• [What to produce]
I would like every record reproduced exactly, with the pictures left out.

(Records from a dataset)
━━━━━━━━
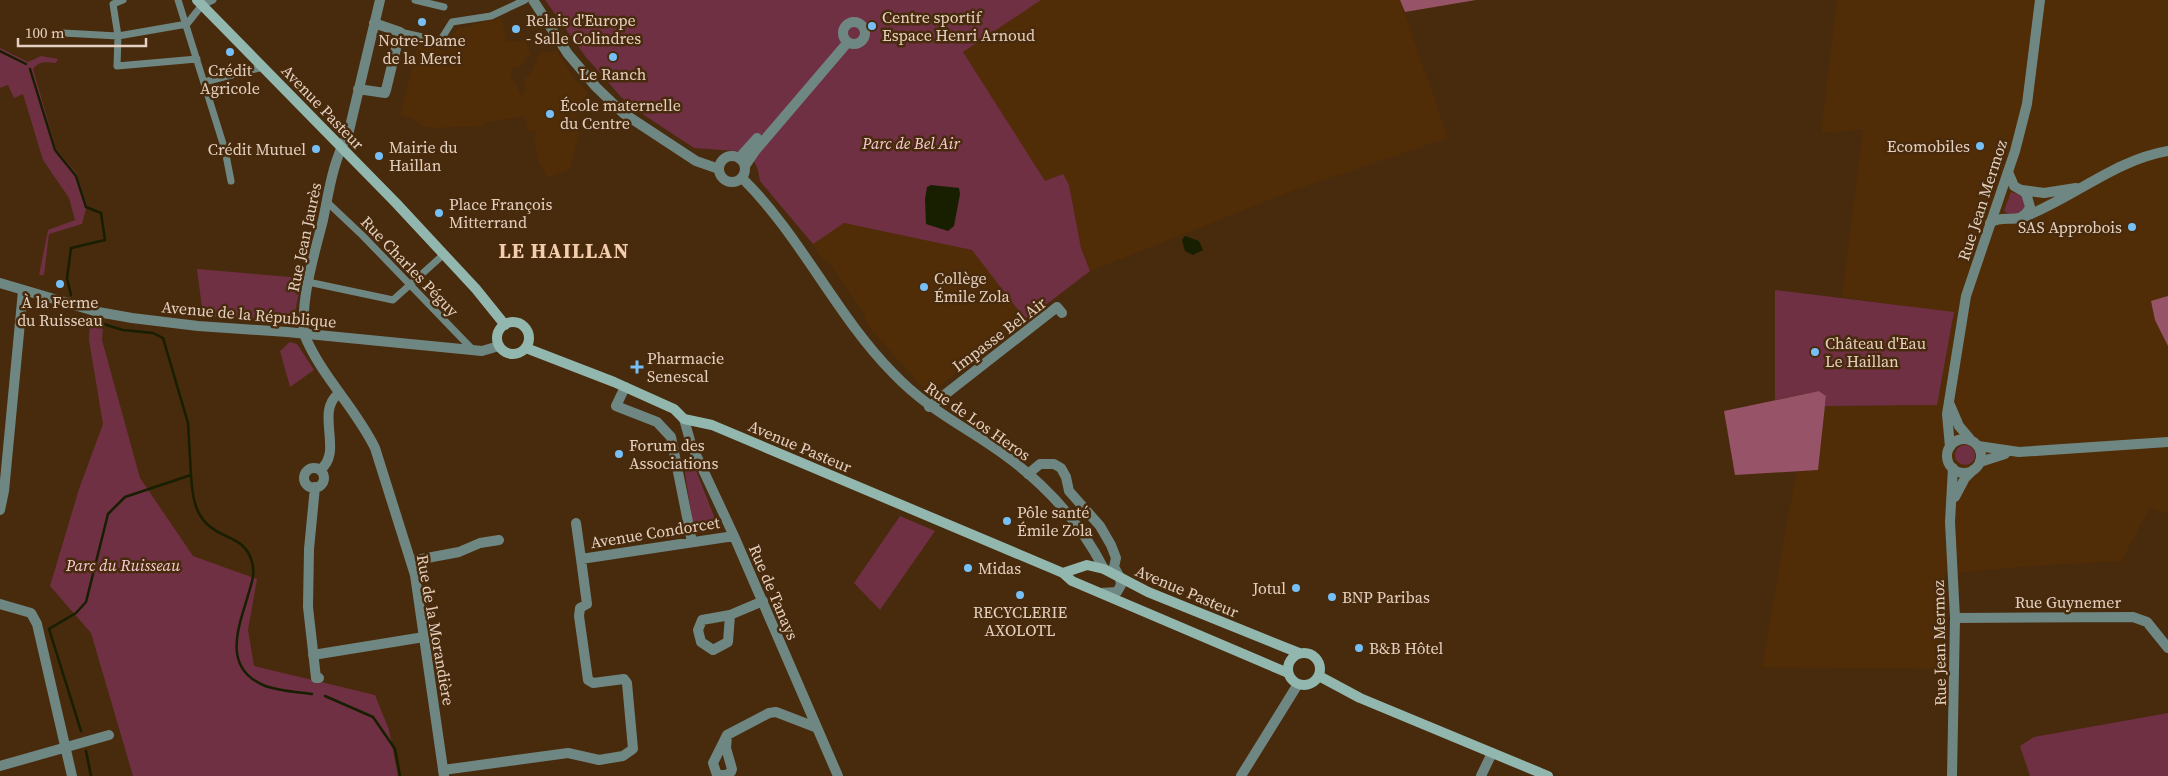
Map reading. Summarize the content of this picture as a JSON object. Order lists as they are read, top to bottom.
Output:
{
  "streets": {
    "main road": ["Avenue Pasteur"],
    "street": [
      "Rue Jean Mermoz",
      "Rue Jean Jaurès",
      "Rue Charles Péguy",
      "Avenue de la République",
      "Impasse Bel Air",
      "Rue de Los Heros",
      "Avenue Condorcet",
      "Rue de Tanays",
      "Rue Guynemer",
      "Rue de la Morandière"
    ]
  },
  "crossings": [
    ["Avenue Pasteur", "Rue Jean Jaurès"],
    ["Avenue Pasteur", "Avenue de la République"],
    ["Avenue Pasteur", "Rue de Los Heros"],
    ["Avenue Pasteur", "Rue de Tanays"],
    ["Rue Jean Mermoz", "Rue Guynemer"],
    ["Rue Jean Jaurès", "Rue Charles Péguy"],
    ["Rue Jean Jaurès", "Avenue de la République"],
    ["Rue Jean Jaurès", "Rue de la Morandière"],
    ["Rue Charles Péguy", "Avenue de la République"],
    ["Avenue de la République", "Rue de la Morandière"],
    ["Impasse Bel Air", "Rue de Los Heros"],
    ["Avenue Condorcet", "Rue de Tanays"],
    ["Avenue Condorcet", "Rue de la Morandière"]
  ],
  "districts": ["LE HAILLAN"],
  "parks": ["Parc de Bel Air", "Parc du Ruisseau"],
  "places": {
    "other": [
      "Notre-Dame de la Merci",
      "Centre sportif Espace Henri Arnoud",
      "Relais d'Europe - Salle Colindres",
      "Crédit Agricole",
      "Le Ranch",
      "École maternelle du Centre",
      "Ecomobiles",
      "Crédit Mutuel",
      "Mairie du Haillan",
      "Place François Mitterrand",
      "SAS Approbois",
      "À la Ferme du Ruisseau",
      "Collège Émile Zola",
      "Château d'Eau Le Haillan",
      "Forum des Associations",
      "Pôle santé Émile Zola",
      "Midas",
      "Jotul",
      "RECYCLERIE AXOLOTL",
      "BNP Paribas",
      "B&B Hôtel"
    ],
    "health": ["Pharmacie Senescal"]
  },
  "scale_bar": "100 m"
}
━━━━━━━━
• [Result of the task]
Map reading. Summarize the content of this picture as a JSON object. Order lists as they are read, top to bottom.
Output:
{
  "streets": {
    "main road": ["Avenue Pasteur"],
    "street": [
      "Rue Jean Mermoz",
      "Rue Jean Jaurès",
      "Rue Charles Péguy",
      "Avenue de la République",
      "Impasse Bel Air",
      "Rue de Los Heros",
      "Avenue Condorcet",
      "Rue de Tanays",
      "Rue Guynemer",
      "Rue de la Morandière"
    ]
  },
  "crossings": [
    ["Avenue Pasteur", "Rue Jean Jaurès"],
    ["Avenue Pasteur", "Avenue de la République"],
    ["Avenue Pasteur", "Rue de Los Heros"],
    ["Avenue Pasteur", "Rue de Tanays"],
    ["Rue Jean Mermoz", "Rue Guynemer"],
    ["Rue Jean Jaurès", "Rue Charles Péguy"],
    ["Rue Jean Jaurès", "Avenue de la République"],
    ["Rue Jean Jaurès", "Rue de la Morandière"],
    ["Rue Charles Péguy", "Avenue de la République"],
    ["Avenue de la République", "Rue de la Morandière"],
    ["Impasse Bel Air", "Rue de Los Heros"],
    ["Avenue Condorcet", "Rue de Tanays"],
    ["Avenue Condorcet", "Rue de la Morandière"]
  ],
  "districts": ["LE HAILLAN"],
  "parks": ["Parc de Bel Air", "Parc du Ruisseau"],
  "places": {
    "other": [
      "Notre-Dame de la Merci",
      "Centre sportif Espace Henri Arnoud",
      "Relais d'Europe - Salle Colindres",
      "Crédit Agricole",
      "Le Ranch",
      "École maternelle du Centre",
      "Ecomobiles",
      "Crédit Mutuel",
      "Mairie du Haillan",
      "Place François Mitterrand",
      "SAS Approbois",
      "À la Ferme du Ruisseau",
      "Collège Émile Zola",
      "Château d'Eau Le Haillan",
      "Forum des Associations",
      "Pôle santé Émile Zola",
      "Midas",
      "Jotul",
      "RECYCLERIE AXOLOTL",
      "BNP Paribas",
      "B&B Hôtel"
    ],
    "health": ["Pharmacie Senescal"]
  },
  "scale_bar": "100 m"
}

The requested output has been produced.